The Fiji Sugar Corporation (FSC) is facing scrutiny after an October 2018 board paper has come to light, detailing significant financial challenges linked to the Sugar Technology Mission (STM) mill upgrade organized by the Indian Government. This document, authored by former CEO Graham Clarke and CFO Manoj Kumar, reveals that the STM project did not fulfill its intended objectives, leading to ongoing detrimental effects on FSC’s operations.

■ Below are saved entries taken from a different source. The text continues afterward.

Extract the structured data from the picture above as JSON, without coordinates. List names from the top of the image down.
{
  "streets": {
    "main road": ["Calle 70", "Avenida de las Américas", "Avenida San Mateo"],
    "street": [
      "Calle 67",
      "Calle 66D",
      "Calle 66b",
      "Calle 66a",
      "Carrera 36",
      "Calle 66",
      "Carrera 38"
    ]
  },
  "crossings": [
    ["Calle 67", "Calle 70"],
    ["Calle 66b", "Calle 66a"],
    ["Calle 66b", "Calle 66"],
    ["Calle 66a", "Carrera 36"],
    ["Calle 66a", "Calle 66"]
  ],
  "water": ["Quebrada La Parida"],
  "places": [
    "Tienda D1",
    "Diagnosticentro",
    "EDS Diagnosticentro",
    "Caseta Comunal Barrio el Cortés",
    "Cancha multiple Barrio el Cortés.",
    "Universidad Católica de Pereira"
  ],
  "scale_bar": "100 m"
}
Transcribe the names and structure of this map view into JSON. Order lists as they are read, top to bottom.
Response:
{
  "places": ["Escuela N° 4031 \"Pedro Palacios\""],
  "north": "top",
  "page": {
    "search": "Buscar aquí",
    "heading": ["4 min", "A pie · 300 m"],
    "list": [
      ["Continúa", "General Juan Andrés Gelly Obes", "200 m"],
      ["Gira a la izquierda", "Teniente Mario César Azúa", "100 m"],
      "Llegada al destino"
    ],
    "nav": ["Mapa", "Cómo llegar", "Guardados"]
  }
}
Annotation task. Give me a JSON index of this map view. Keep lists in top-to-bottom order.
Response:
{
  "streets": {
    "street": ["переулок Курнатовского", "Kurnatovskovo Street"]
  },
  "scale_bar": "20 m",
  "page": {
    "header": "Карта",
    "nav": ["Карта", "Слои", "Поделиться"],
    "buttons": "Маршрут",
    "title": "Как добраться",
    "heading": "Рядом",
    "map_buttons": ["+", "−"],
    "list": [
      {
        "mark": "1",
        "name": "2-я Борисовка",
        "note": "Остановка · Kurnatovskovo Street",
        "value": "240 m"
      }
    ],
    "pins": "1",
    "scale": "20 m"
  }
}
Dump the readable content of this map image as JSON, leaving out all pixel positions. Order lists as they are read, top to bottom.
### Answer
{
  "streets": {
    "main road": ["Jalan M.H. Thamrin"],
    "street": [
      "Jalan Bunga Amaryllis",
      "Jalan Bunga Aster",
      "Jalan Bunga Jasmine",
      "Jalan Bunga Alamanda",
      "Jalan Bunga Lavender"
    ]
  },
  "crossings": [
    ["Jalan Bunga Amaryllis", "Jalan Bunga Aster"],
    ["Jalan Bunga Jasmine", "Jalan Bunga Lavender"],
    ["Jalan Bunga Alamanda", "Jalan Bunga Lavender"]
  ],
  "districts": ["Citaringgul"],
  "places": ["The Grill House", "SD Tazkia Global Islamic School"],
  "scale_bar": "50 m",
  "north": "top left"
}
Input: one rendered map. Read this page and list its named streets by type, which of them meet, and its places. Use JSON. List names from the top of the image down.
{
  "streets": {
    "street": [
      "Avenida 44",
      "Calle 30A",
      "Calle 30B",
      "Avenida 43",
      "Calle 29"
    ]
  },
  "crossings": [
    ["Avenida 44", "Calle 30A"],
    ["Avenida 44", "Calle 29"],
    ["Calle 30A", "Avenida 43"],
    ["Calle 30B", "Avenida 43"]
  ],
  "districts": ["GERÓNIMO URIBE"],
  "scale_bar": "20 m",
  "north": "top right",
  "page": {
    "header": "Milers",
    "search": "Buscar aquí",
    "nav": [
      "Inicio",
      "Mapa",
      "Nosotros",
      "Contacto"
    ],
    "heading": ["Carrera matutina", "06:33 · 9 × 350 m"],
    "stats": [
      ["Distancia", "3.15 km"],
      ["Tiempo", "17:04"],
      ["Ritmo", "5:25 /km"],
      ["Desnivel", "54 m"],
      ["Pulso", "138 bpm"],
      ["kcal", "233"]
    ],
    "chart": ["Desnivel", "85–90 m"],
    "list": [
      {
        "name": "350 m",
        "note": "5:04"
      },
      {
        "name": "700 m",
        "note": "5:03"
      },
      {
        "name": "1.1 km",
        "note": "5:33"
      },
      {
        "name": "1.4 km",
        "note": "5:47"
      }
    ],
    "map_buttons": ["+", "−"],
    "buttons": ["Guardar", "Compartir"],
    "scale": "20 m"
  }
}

Originally, FSC proposed a $220 million upgrade plan targeting their four mills—Lautoka, Rarawal, Labasa, and Penang—in 2003. However, the corporation chose a $115 million offer from STM, which ultimately covered only three mills. The board paper highlights that the equipment and materials introduced during the upgrade were often substandard, and the project’s management and oversight were lacking.
The financial fallout from these missteps has been severe. By May 31, 2010, costs associated with the STM project soared to $118.7 million, with additional expenditures nearing F$118.9 million accumulated over five years due to poor project implementation. This mismanagement raised the operating cost per tonne of sugar significantly and resulted in an estimated loss of around $108.2 million in potential revenue for the FSC.
The board paper raises concerns about insufficient project supervision, escalating costs associated with hiring Indian expatriates to operate poorly managed mills, and the absence of a training program for local employees. It points out deficiencies in project management and transparency, suggesting that the individual overseeing the project wielded undue control without appropriate oversight.
However, amid these challenges, there is a sense of optimism for the future. FSC is dedicated to improving its operations and has indicated that they will use the lessons learned from the STM experience to guide future initiatives. The emphasis will be on upholding engineering and quality standards rather than simply focusing on cost.
Furthermore, FSC’s recent financial performance shows a positive trend, with increased revenue and profitability suggesting a path towards recovery. By prioritizing sound management practices and accountability, the corporation aims to overcome the existing challenges, bolstering Fiji’s crucial sugar industry.
The board’s call for enhanced accountability and better governance in light of these issues is vital, as stakeholders envision a more sustainable and resilient future for Fiji’s sugar sector.